[Records from a data collection]
§ §
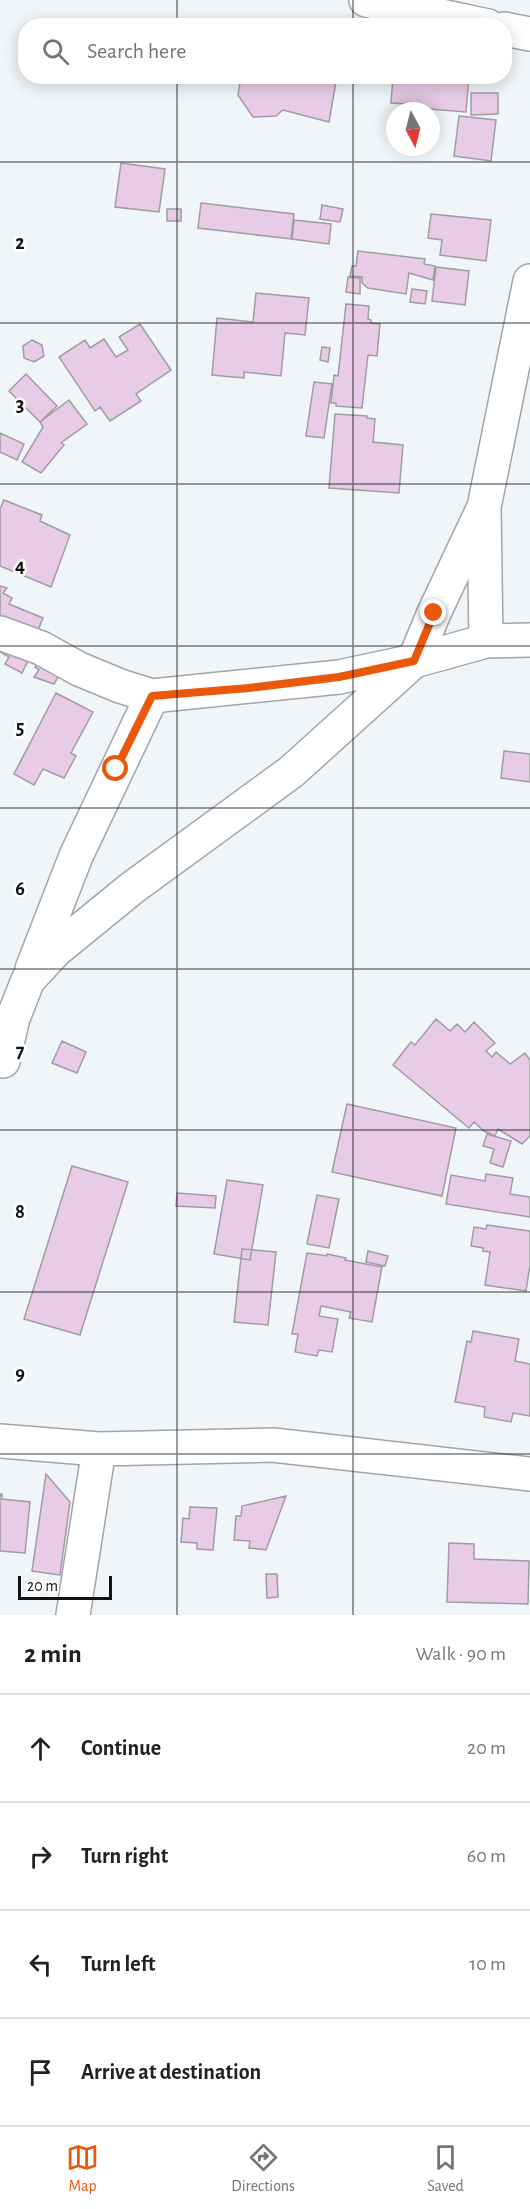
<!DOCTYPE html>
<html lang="en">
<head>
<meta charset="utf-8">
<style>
	body { margin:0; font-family:"Alegreya Sans",sans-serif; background:#f2f2f2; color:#202124 }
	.compass { position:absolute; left:386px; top:102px; width:54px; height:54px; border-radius:50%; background:#fff; box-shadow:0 3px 15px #0003; rotate:173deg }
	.scale { position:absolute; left:18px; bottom:15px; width:94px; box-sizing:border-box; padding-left:6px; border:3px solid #101214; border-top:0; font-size:16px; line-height:21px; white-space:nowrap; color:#101214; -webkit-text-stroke:4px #fff; paint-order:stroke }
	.stop { position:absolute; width:18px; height:18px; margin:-14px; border:4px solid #ea580c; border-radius:50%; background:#fff }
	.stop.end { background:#ea580c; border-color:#fff; box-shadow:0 2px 6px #0008 }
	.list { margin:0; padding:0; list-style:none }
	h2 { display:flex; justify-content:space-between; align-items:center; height:78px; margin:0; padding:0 24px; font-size:26px }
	h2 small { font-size:20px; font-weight:400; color:#757577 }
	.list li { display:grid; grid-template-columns:39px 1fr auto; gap:18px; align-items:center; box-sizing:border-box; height:108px; padding:0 24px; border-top:2px solid #e0e0e0 }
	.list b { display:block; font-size:22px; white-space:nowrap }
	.list em { font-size:20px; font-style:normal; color:#757577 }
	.icon { flex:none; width:33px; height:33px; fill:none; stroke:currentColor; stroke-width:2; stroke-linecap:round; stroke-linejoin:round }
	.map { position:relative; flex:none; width:530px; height:1615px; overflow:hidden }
	.search { position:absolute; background:#fff; box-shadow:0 3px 15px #0003; left:18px; right:18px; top:18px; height:66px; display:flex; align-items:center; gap:15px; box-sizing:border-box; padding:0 21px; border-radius:24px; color:#757577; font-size:22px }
	.sheet { height:510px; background:#fff }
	nav { display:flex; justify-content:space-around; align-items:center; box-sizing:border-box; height:84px; border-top:2px solid #e0e0e0; background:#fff; font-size:16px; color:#757577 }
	nav a { display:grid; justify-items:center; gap:3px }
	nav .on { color:#ea580c }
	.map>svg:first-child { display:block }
	.building { fill:#e8cbe7; stroke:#a19ca1; stroke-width:1.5 }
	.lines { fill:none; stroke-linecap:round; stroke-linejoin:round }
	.minor-casing { stroke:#a1a5aa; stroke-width:36 }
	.minor { stroke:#fff; stroke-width:33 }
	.route { stroke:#ea580c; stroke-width:8 }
	.grid { fill:none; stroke:#101214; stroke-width:1.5; stroke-opacity:0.55 }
	.grid-label { font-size:20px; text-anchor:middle; font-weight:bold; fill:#101214; stroke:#fff; stroke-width:5; stroke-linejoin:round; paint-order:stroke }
</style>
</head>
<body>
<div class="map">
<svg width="530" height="1615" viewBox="0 0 530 1615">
	<rect width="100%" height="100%" fill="#f0f5fa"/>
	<path class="building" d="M 241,76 L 337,76 L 329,122 L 283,110 L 276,116 L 253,117 L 238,95 Z
		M 393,76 L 469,76 L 466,112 L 405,107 L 405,104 L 391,103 Z
		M 471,93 L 498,93 L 498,114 L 471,115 Z
		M 459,116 L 496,120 L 491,161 L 454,156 Z
		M 121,163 L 165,169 L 159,212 L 115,207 Z
		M 201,203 L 294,214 L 291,239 L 198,228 Z
		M 322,205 L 343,209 L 340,222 L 320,219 Z
		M 167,209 L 181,209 L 181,221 L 167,221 Z
		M 431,214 L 491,220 L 486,261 L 440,255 L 442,240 L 428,238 Z
		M 294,220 L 331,224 L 329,244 L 292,239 Z
		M 358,251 L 425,259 L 424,264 L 435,266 L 433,280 L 409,273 L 406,294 L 368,288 L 362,283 L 362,277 L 350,276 L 352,266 L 356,266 Z
		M 436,267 L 469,271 L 465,305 L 432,301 Z
		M 348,277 L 360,278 L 360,294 L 346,292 Z
		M 412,289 L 427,291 L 425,304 L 410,302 Z
		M 256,293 L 309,298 L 305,335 L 285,333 L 281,376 L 244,372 L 244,378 L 212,375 L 217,318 L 253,322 Z
		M 346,304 L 369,306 L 368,319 L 371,320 L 371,323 L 380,324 L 377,356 L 368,355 L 362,408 L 336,406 L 336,403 L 331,403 L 334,375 L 338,376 Z
		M 140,324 L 171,370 L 136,394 L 141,401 L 110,421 L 100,407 L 95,411 L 59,357 L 85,340 L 90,348 L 104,339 L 116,357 L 128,350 L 119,337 Z
		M 32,340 L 42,345 L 44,356 L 34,362 L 24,358 L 23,346 Z
		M 322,347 L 330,348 L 328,362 L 320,360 Z
		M 26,374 L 57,406 L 40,422 L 9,391 Z
		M 314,382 L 332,384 L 324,438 L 306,436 Z
		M 69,400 L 87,424 L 61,443 L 64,445 L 41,473 L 22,462 L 43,427 L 40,422 Z
		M 335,414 L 367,416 L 367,418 L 375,419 L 373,442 L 403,445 L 399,493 L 329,488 Z
		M 0,433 L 24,444 L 17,460 L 0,452 Z
		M 4,500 L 42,515 L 40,521 L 70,535 L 51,587 L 0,566 L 0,509 Z
		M 0,586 L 7,588 L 3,593 L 12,598 L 9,604 L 43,618 L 37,633 L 0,626 Z
		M 4,644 L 30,657 L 22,673 L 5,664 L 9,657 L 0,652 Z
		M 41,657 L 60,674 L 54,684 L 34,677 L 39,670 L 35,667 Z
		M 56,693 L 93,712 L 71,753 L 76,756 L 64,778 L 43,769 L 34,785 L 14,774 Z
		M 504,751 L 530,754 L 530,782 L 501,778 Z
		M 436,1019 L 450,1031 L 457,1024 L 465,1032 L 474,1022 L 495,1043 L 486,1051 L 492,1057 L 496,1052 L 510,1064 L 525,1053 L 530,1060 L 530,1136 L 522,1144 L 498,1129 L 495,1136 L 484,1131 L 474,1122 L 469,1128 L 393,1065 L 411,1042 L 415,1045 Z
		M 62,1041 L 86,1052 L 77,1073 L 52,1063 Z
		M 347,1104 L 456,1128 L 442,1196 L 332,1172 Z
		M 487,1134 L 511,1141 L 503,1167 L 490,1163 L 494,1149 L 483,1146 Z
		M 72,1166 L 128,1182 L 80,1335 L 24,1319 Z
		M 486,1174 L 513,1178 L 510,1194 L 530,1197 L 530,1217 L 446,1204 L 451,1175 L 485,1181 Z
		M 227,1180 L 263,1185 L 250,1260 L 214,1254 Z
		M 177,1193 L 216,1196 L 215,1208 L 176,1206 Z
		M 317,1195 L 339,1199 L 329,1248 L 307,1244 Z
		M 487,1225 L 530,1231 L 530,1265 L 526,1291 L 485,1285 L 490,1252 L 483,1251 L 483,1248 L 471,1246 L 474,1227 L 486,1229 Z
		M 242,1249 L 276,1252 L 268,1325 L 234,1322 Z
		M 368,1251 L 388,1256 L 385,1266 L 366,1262 Z
		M 307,1253 L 327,1256 L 327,1254 L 346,1258 L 345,1260 L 382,1267 L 372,1322 L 349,1318 L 351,1312 L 321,1306 L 319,1316 L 338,1319 L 332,1352 L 319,1350 L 317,1356 L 295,1352 L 298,1334 L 292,1334 Z
		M 473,1331 L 519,1339 L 515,1361 L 530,1364 L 530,1416 L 513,1413 L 511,1422 L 484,1417 L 485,1407 L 455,1402 L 467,1341 L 471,1342 Z
		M 46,1474 L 70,1502 L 60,1575 L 32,1571 Z
		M 0,1494 L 2,1494 L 2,1499 L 30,1502 L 25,1553 L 0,1551 Z
		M 286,1496 L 266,1550 L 249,1548 L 250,1541 L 234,1540 L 236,1516 L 241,1516 L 242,1506 Z
		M 190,1507 L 217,1508 L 213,1550 L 197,1549 L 197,1543 L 181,1542 L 183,1518 L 189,1519 Z
		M 449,1543 L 474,1544 L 474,1559 L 529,1561 L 528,1604 L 447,1602 Z
		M 266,1574 L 277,1574 L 278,1597 L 267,1598 Z"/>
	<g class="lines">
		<defs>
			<path id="minor" d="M 366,0 L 488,26
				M 504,29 L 530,34
				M 530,281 L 484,507 L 486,641 L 530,640
				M 0,633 L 41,648 L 79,669 L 120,686 L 152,696 L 339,677 L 414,661 L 486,641
				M 32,969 L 76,856 L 152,696
				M 3,1061 L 13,1018 L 28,980 L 56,950 L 132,888 L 291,772 L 414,661 L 434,613 L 484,507
				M 0,1441 L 99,1449 L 273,1445 L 530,1474
				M 73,1615 L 99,1449"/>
		</defs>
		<use href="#minor" class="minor-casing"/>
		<use href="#minor" class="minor"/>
	</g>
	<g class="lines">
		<path class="route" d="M 116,769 L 152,696 L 249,688 L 339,677 L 414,661 L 434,613"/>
	</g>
	<path class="grid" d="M 177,0 L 177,26M 353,0 L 353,26M 177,76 L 177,1615M 353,76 L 353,1615M 0,162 L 530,162M 0,323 L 530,323M 0,484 L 530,484M 0,646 L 530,646M 0,808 L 530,808M 0,969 L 530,969M 0,1130 L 530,1130M 0,1292 L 530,1292M 0,1454 L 530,1454"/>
	<g class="grid-label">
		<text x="20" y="249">2</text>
		<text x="20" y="411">3</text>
		<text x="20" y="572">4</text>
		<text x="20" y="734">5</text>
		<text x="20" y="895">6</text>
		<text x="20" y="1057">7</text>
		<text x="20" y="1218">8</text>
		<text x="20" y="1380">9</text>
	</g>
</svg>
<svg class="compass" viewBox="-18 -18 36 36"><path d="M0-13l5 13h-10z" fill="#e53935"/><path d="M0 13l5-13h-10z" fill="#757577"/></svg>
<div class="scale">20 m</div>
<div class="stop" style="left:116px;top:769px"></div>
<div class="stop end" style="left:434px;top:613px"></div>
<div class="search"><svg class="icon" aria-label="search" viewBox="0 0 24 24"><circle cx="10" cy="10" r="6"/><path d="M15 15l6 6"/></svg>Search here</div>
</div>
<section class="sheet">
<h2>2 min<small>Walk · 90 m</small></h2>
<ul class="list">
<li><svg class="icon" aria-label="ahead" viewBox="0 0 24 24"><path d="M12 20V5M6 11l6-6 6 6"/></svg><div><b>Continue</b></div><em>20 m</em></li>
<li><svg class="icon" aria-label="right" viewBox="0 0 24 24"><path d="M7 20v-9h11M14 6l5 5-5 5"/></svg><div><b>Turn right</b></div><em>60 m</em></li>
<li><svg class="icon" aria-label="left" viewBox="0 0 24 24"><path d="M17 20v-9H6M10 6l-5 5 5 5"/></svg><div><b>Turn left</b></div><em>10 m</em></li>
<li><svg class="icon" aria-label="arrive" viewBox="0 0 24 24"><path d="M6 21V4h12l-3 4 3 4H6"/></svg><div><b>Arrive at destination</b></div></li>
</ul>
</section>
<nav>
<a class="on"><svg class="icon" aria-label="map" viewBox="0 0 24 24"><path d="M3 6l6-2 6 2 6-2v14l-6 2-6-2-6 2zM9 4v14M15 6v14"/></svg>Map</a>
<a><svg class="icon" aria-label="directions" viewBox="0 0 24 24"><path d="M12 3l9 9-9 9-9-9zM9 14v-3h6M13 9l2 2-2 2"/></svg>Directions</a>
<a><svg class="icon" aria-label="saved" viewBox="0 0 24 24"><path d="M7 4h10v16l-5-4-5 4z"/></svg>Saved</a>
</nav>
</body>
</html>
§ §
WORK REQUIRED ▸ If a picture appears among the records, leave it out, and otherwise reproduce exactly every line from the first line through the one with "position:absolute; left:386px; top:102px;", both included.

SOLUTION ▸
<!DOCTYPE html>
<html lang="en">
<head>
<meta charset="utf-8">
<style>
	body { margin:0; font-family:"Alegreya Sans",sans-serif; background:#f2f2f2; color:#202124 }
	.compass { position:absolute; left:386px; top:102px; width:54px; height:54px; border-radius:50%; background:#fff; box-shadow:0 3px 15px #0003; rotate:173deg }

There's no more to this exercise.